Data under study: Begin
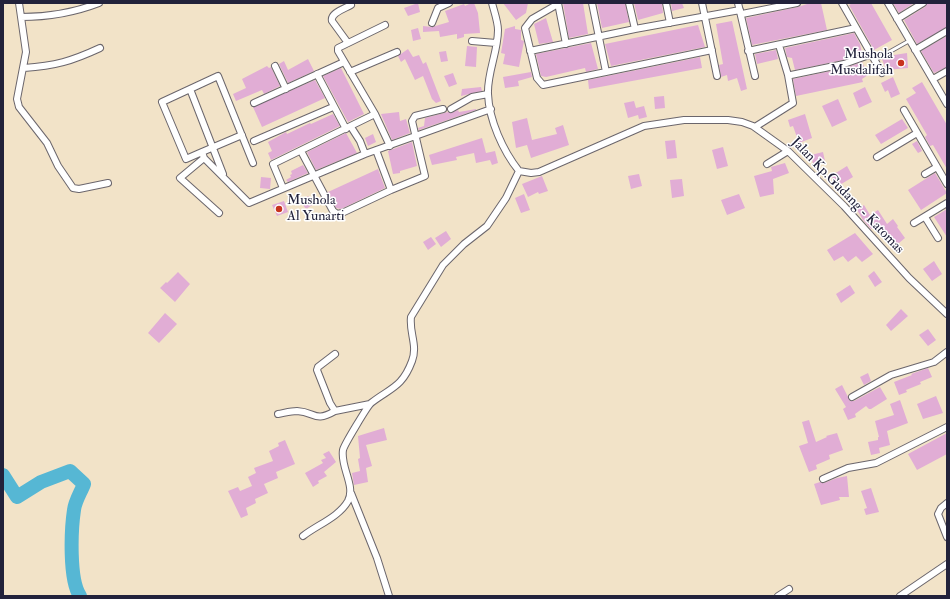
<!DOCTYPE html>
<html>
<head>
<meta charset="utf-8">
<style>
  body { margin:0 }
  #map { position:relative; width:950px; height:599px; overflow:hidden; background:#f2e3c8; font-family:"IM FELL Double Pica",serif }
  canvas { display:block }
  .frame { position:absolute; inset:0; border:4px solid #22223b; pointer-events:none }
</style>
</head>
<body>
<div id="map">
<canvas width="950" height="599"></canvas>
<div class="frame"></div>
</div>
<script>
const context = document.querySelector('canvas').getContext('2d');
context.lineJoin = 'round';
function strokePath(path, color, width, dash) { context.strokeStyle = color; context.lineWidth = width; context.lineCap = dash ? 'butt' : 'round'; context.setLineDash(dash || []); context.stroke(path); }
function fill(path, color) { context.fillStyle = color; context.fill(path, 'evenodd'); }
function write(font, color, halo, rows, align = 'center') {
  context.font = font + ' "IM FELL Double Pica",serif'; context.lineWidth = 3; context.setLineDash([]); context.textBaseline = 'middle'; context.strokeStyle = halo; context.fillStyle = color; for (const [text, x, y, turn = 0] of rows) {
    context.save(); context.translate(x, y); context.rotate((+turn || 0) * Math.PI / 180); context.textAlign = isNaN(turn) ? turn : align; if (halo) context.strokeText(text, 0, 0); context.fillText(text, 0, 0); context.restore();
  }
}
strokePath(new Path2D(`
  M3 475 17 497 41 482 70 471 84 484C81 492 75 501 74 510 71 530 69 580 80 596`), '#56b7d4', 14);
fill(new Path2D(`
  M418 3 420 12 408 16 404 8Z
  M471 3H474L478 13 480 33 464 34V37L457 39V34L440 37 439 31 423 32V26L432 27 449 22 445 11 464 4 465 6Z
  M503 3H528L526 13 516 20Z
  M563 3H583L588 34 569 38Z
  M597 3H625L629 22 602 28Z
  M634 3H662L663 13 638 20Z
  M671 3H682L684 8 672 11Z
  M810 3H821L827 30 752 45 746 18 798 7Z
  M853 3H871L892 40 874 50 849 5Z
  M893 3H914L899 13Z
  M927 3H947V27L917 44 904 20 925 7Z
  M546 18 553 42 539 44 534 24Z
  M732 21 747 89 741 91 737 78 728 81 727 75 721 77 719 65 723 64 716 24Z
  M698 25 705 47 611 66 605 44Z
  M515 26V29L521 30V40L524 41 519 67 503 64 505 54 501 53 505 29Z
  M418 28 421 39 413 41 411 30Z
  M854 33 860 44 862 53 843 60 795 70 792 58 787 57 785 48Z
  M947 36V67L934 73 921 51Z
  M591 43 598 69 586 72 585 68 546 77 541 76 536 54Z
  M467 46 477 47 476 67 465 66Z
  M408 49 413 57 419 55 423 64 426 62 441 101 436 103 432 99 423 76 415 80 405 59 401 62 398 56Z
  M776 50 778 59 757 64 755 54Z
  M446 51 448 61 441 62 439 52Z
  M907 53 908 68 886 70 882 59 894 58V55Z
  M700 57 702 68 589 89 588 80Z
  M308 59 314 71 288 83 279 64 284 61 288 70Z
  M862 62 868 75 862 79 863 82 796 96 793 79 845 68Z
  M267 66 269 68 271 67 280 86 264 94 262 90 236 101 233 94 246 88 242 79Z
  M341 68 364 114 348 122 323 76Z
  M531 72 532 77 518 81 519 86 505 88 503 77Z
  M453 73 457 84 449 87 444 76Z
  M893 77 900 94 891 98 888 90 885 92 881 83Z
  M315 80 325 98 262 127 253 107Z
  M922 82 947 125V169L933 145 930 146 925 137 927 135 906 99 916 93 912 88Z
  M481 87 482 91 461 96 462 89Z
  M865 87 872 102 859 108 853 93Z
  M664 96 665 108 655 109 654 97Z
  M838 99 847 120 832 127 822 106Z
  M634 101 636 108 644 106 647 117 639 119 638 115 628 118 624 103Z
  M476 109V110L419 130 418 128 424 126 425 118 448 112 451 113 458 110 459 112Z
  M399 112 400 121 406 119 410 133 392 140 381 114Z
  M333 114 340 126 271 160 268 153 272 151 268 142 286 132 287 134 310 123 311 124Z
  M805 114 812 138 799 143 793 126 790 127 788 120Z
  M527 118 532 140 557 134 555 128 563 125 569 145 531 158 527 145 516 148 512 122Z
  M902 119 908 128 881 144 875 135Z
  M346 133 357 153 316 170 307 152Z
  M373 134 376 142 368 146 365 138Z
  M482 138 486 153 495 151 498 163 492 165 490 160 476 163 474 153 456 157 457 160 432 165 429 155Z
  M675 140 677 158 667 159 665 141Z
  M917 141 922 151 918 153 912 144Z
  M412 142 417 166 400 171V173L393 174 388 151Z
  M723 147 728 166 717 169 712 150Z
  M823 152 825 161 813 164 811 155Z
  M785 163 789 173 773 179 774 194 760 197 754 176 772 171 771 167Z
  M303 165 308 173 288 182 286 180 291 177 290 175 292 174 291 171Z
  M847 166 853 177 838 186 831 176Z
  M378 169 385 188 341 209 336 208 328 192Z
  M935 173 947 193 921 210 908 190Z
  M639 174 642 186 631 189 628 176Z
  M542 176 548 191 539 194 538 192 528 197 522 184Z
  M261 177 271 178 270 189 260 188Z
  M682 179 684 196 672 198 670 180Z
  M524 194 530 210 521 213 515 198Z
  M739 194 745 208 727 215 721 200Z
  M308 196 314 204 306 209 300 201Z
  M284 201 288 212 277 216 272 205Z
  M864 205 870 215 878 210 887 224 893 219 898 226 897 227 905 238 893 248 877 224 871 229 863 220 857 210Z
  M947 209V237L934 217Z
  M446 231 451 239 441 247 435 238Z
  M855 233 873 254 862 262 856 256 848 262 843 256 834 261 827 250Z
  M431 237 436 244 428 250 423 242Z
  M934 261 942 274 932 281 923 269Z
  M874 271 882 282 875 287 868 276Z
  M178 272 190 284 175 302 160 288 166 282 167 283Z
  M850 285 855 293 841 303 836 294Z
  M901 309 908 316 891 331 886 325Z
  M165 313 177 324 159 343 148 333Z
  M928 329 936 340 928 346 919 335Z
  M928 368 932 377 920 382 921 384 906 390 907 392 899 395 894 382 912 375 911 374Z
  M868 373 871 381 864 385 860 377Z
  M842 385 850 401H854L880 387 887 399 871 409H869L866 406 855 414 856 417 848 420 843 409 846 407 835 389Z
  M936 396 943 413 923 419 917 404Z
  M900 400 908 423 887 431 890 445 879 448 880 453 871 455 868 442 878 440V437H879L875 421 894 415 890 404Z
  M809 420 816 442 827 437 826 436 837 433 843 450 829 455 830 459 816 465 817 469 809 472 799 446 808 443 802 422Z
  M384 428 387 440 366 445 372 466 366 468 368 482 354 485 352 473 360 471 358 459 360 458 358 436Z
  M947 433V454L917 470 908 454Z
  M285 440 295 464 276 472 278 478 264 484 268 493 255 499 256 503 246 508 248 515 241 518 228 491 238 487 240 491 252 486 248 477 256 473 254 468 273 461 269 451 279 446 278 443Z
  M329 451 336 462 324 472 327 476 318 481 319 483 313 487 305 473 323 463 321 460 326 458 323 454Z
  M847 476 849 497H839L840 500 821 505 814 484 820 482 824 483 837 478Z
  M871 488 879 512 866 515 864 509 867 508 861 491Z`), '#e1add5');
const service = new Path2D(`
  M875 60 907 42`);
const minor = new Path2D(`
  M19 3 26 52 17 99 19 107 47 143 58 166 73 188 79 189 108 183
  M492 3C494 11 498 22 498 30 498 52 487 73 488 94 489 120 503 151 519 171L531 173 539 172 644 126 684 120H728L742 122 753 126 788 151 844 206 909 278 947 314
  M558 3 566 44
  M592 3 606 72
  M629 3 635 29
  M666 3 670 23
  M702 3 717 76
  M738 3 755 76
  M842 3 882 73
  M888 3 947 104
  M558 4 532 19 525 28 537 78 543 85 712 50
  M742 14 797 3
  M21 17C49 17 73 13 99 3
  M897 19 923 3
  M432 23 438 8 449 3
  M385 25 338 48V51L375 114 390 146
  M472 41 496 43
  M348 43 332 21C330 13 344 9 351 5L349 3
  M779 45 788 75H791L844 64 872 54
  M915 50 947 31
  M530 51 635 29 740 10
  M748 51 856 28
  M275 66 286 89
  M24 68C55 66 72 61 100 48
  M350 72 397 52
  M317 74 346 129
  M933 79 947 71
  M190 89 223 174
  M254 103 344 62
  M451 109 472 97 488 94
  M904 110 947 184
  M351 127 360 141 365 154
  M755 127 793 103 788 75
  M254 141 333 107
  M376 150 391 190
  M301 151 333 211 337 214 342 213 391 190 425 176 412 121 415 116 443 109
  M202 152 242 135
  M877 157 917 133
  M204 158 180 178 219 213
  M253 163 218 76 162 102 186 159 202 152 204 158 249 203 365 154 491 109
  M767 164 788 151
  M925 174 937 167
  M283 188 273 164 375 114
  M925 217 938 238
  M914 223 947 203
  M335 354 318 367 317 370 330 403 335 411 370 404
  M852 397 891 375 934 362 947 352
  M278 414C284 413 291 411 297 411 316 412 314 423 335 411
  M823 479 848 468 876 463 947 427
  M351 493 377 558 389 596
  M947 503 941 508 938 514 947 537
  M303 536C317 525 339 517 348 501 356 486 340 467 343 450 344 445 367 407 371 403 390 388 402 388 412 361 418 345 409 333 411 317L443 265 464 244 487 226 506 198 519 171
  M778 596 789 589
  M900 596 947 564`);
strokePath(service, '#6b666c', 4.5);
strokePath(minor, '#6b666c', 8);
strokePath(service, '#fff', 3);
strokePath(minor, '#fff', 6);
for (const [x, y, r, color] of [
  [901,63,4,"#c8321e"],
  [279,209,4,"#c8321e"]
]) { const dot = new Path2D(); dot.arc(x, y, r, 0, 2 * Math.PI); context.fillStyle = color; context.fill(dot); strokePath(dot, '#fff', 1.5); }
write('14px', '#22223b', '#fff', [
  ["Mushola",893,55],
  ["Musdalifah",893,71],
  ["Mushola",287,201,"left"],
  ["Al Yunarti",287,217,"left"]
], 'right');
write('14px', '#22223b', '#fff', [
  ["Jalan Kp.Gudang - Katomas",847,196,46]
]);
</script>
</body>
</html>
Data under study: End
What the task requires:
The exact lines from the beginning of the data through the one that contains "function write(font, color, halo, rows, align" must be given again, both ends included, and pictures must be left out.

Expected answer:
<!DOCTYPE html>
<html>
<head>
<meta charset="utf-8">
<style>
  body { margin:0 }
  #map { position:relative; width:950px; height:599px; overflow:hidden; background:#f2e3c8; font-family:"IM FELL Double Pica",serif }
  canvas { display:block }
  .frame { position:absolute; inset:0; border:4px solid #22223b; pointer-events:none }
</style>
</head>
<body>
<div id="map">
<canvas width="950" height="599"></canvas>
<div class="frame"></div>
</div>
<script>
const context = document.querySelector('canvas').getContext('2d');
context.lineJoin = 'round';
function strokePath(path, color, width, dash) { context.strokeStyle = color; context.lineWidth = width; context.lineCap = dash ? 'butt' : 'round'; context.setLineDash(dash || []); context.stroke(path); }
function fill(path, color) { context.fillStyle = color; context.fill(path, 'evenodd'); }
function write(font, color, halo, rows, align = 'center') {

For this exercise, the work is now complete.